Among the entries, which lines carry the string "align"? Copy each of them.

[[ Supplied records open ]]

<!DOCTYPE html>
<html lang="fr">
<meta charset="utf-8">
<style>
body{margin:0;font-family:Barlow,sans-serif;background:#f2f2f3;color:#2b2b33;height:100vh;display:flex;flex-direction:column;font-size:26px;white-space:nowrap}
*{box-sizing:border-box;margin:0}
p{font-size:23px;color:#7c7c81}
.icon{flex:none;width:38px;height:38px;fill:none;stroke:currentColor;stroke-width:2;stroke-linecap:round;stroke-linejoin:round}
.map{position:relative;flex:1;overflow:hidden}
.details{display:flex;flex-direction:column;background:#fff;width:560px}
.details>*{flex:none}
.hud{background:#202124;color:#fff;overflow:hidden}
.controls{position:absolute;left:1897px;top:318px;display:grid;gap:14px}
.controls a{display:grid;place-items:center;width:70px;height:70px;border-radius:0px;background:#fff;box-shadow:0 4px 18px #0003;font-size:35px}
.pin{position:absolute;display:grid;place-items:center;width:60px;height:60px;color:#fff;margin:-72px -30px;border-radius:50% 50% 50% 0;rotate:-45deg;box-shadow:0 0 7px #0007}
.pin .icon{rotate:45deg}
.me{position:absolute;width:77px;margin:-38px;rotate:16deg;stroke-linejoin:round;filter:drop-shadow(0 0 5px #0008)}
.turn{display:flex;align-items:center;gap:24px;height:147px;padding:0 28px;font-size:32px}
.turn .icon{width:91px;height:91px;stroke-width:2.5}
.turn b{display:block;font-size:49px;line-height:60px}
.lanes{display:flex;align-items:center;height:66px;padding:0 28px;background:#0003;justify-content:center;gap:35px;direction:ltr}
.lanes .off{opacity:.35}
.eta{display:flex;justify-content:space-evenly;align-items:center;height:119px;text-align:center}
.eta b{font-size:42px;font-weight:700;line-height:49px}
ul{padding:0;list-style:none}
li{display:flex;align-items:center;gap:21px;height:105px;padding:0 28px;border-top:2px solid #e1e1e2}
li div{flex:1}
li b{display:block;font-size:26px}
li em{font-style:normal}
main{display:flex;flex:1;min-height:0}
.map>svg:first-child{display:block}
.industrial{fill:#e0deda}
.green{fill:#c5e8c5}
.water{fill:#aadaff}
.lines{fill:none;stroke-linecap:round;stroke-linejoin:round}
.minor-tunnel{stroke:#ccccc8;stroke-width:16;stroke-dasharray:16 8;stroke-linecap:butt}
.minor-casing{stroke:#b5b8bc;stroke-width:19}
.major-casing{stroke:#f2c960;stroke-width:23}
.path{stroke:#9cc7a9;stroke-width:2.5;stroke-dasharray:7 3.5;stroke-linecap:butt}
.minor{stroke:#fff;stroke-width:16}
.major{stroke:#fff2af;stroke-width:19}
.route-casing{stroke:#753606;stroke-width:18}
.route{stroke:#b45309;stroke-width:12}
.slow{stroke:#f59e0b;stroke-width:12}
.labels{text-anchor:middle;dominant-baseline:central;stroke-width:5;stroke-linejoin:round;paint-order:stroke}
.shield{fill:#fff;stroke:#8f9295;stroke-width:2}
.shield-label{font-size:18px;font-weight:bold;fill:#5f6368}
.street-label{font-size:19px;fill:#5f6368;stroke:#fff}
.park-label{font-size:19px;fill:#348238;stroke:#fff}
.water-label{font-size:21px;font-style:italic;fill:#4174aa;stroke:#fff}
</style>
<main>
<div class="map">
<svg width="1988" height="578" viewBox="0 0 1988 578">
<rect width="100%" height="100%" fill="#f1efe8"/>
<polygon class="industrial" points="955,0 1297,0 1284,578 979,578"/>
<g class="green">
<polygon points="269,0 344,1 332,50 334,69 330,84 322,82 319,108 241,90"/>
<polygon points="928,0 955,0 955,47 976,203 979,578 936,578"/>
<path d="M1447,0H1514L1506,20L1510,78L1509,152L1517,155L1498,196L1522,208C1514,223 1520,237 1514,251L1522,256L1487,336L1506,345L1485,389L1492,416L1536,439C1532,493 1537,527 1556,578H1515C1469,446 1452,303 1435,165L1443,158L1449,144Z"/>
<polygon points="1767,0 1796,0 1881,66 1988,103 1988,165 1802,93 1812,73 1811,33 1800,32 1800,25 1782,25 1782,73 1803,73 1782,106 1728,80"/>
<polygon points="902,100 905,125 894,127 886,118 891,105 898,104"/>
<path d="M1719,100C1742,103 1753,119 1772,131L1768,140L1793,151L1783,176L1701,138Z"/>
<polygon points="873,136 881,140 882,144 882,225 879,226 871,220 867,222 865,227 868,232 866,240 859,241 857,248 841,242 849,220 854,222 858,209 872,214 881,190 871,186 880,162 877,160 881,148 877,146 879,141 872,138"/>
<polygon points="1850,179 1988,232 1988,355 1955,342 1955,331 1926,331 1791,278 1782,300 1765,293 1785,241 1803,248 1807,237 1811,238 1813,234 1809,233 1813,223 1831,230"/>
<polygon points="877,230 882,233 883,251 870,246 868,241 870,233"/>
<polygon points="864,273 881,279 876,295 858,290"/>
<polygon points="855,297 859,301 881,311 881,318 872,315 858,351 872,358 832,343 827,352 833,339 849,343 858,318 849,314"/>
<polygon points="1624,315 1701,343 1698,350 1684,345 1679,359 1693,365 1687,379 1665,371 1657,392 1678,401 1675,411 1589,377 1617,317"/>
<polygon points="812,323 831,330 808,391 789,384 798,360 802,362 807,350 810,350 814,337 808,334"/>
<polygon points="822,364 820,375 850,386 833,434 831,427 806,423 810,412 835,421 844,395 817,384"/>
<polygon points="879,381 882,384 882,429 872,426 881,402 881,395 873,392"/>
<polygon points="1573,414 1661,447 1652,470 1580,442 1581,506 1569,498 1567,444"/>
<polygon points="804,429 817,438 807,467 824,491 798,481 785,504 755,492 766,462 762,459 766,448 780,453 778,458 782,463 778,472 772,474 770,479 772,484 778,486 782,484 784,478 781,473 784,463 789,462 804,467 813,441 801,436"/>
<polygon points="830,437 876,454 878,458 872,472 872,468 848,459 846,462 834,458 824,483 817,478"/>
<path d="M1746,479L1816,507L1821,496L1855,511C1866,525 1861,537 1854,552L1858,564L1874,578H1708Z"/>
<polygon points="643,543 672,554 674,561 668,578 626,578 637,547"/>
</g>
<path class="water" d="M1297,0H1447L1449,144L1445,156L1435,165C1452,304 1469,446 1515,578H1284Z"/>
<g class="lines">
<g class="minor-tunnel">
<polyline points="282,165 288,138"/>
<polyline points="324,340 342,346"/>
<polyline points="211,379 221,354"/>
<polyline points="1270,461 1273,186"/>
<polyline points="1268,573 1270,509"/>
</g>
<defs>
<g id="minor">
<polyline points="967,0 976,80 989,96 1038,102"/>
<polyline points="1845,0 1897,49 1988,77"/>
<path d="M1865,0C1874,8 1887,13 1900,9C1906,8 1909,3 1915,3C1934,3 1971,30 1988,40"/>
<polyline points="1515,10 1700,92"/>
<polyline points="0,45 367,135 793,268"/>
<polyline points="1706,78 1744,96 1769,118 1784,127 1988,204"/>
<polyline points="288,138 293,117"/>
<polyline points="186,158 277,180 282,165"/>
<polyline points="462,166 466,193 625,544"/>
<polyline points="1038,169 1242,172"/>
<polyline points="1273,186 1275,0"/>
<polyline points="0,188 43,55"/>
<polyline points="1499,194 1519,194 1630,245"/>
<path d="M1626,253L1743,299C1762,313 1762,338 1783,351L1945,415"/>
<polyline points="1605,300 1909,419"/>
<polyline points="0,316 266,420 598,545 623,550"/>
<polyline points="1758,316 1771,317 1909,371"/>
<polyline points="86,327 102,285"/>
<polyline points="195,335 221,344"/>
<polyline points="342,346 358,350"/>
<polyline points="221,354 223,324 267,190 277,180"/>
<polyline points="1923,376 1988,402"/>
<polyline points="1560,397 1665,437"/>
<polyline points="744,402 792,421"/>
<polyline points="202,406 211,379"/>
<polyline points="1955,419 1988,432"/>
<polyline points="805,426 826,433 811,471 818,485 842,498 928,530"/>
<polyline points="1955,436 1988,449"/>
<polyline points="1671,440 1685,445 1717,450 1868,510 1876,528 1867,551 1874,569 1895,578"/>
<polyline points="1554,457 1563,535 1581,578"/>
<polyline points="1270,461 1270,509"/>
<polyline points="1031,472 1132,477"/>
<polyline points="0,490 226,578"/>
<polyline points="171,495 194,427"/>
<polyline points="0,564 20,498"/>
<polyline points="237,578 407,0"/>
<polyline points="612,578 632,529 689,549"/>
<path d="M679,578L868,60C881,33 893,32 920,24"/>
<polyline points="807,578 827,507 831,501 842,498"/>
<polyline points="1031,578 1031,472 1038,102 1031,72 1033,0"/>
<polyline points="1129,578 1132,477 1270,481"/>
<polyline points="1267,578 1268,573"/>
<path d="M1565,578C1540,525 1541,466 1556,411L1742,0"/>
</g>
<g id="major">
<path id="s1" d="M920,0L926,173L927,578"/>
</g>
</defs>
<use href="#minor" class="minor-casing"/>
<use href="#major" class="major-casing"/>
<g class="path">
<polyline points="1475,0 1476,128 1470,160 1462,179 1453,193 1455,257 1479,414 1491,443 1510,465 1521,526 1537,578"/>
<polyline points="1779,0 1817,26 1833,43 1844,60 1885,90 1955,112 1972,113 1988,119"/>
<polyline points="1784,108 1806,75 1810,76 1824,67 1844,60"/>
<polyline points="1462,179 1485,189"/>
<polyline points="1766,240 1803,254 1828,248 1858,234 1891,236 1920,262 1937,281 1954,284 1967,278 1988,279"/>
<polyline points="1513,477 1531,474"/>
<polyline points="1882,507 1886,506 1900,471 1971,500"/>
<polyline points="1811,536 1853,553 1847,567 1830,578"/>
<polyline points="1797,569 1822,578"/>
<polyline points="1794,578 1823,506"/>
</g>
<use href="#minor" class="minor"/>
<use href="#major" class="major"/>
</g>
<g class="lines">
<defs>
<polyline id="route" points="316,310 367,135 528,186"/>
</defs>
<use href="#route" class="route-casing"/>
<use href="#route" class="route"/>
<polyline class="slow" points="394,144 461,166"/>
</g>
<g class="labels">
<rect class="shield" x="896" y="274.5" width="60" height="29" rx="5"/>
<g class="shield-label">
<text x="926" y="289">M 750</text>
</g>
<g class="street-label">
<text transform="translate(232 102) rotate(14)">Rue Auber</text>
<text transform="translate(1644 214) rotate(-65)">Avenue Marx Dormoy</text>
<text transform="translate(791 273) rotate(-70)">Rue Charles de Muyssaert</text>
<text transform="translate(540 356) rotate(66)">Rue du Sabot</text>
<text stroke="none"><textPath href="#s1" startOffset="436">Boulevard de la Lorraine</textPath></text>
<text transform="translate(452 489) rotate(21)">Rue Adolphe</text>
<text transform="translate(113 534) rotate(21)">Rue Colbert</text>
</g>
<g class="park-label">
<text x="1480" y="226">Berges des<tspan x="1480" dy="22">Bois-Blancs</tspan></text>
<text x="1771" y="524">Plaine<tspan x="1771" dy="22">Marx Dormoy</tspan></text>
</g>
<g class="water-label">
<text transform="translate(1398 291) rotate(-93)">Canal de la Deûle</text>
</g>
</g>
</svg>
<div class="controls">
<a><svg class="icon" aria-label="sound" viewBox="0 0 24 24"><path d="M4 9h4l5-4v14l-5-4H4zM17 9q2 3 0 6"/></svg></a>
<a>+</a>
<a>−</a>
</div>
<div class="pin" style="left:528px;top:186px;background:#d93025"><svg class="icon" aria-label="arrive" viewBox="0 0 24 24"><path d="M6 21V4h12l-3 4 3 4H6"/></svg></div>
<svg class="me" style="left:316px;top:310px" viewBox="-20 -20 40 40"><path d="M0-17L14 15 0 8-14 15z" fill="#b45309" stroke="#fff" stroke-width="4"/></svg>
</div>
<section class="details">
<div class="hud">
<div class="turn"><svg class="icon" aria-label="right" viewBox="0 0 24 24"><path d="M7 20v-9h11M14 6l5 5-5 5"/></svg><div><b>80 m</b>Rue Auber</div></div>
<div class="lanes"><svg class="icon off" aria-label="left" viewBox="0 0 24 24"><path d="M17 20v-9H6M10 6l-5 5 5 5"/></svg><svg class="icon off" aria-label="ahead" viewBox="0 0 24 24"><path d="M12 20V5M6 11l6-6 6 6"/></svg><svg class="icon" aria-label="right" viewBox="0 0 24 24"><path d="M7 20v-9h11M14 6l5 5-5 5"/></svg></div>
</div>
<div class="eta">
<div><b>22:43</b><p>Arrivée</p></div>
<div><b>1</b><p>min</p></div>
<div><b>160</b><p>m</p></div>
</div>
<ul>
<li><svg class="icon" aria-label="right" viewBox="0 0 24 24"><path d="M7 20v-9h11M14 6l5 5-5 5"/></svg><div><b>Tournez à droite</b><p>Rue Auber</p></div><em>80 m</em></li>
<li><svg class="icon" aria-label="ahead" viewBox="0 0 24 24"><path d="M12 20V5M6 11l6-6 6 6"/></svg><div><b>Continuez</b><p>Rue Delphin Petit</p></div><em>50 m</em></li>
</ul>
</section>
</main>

[[ Supplied records closed ]]

Completed task.
.turn{display:flex;align-items:center;gap:24px;height:147px;padding:0 28px;font-size:32px}
.lanes{display:flex;align-items:center;height:66px;padding:0 28px;background:#0003;justify-content:center;gap:35px;direction:ltr}
.eta{display:flex;justify-content:space-evenly;align-items:center;height:119px;text-align:center}
li{display:flex;align-items:center;gap:21px;height:105px;padding:0 28px;border-top:2px solid #e1e1e2}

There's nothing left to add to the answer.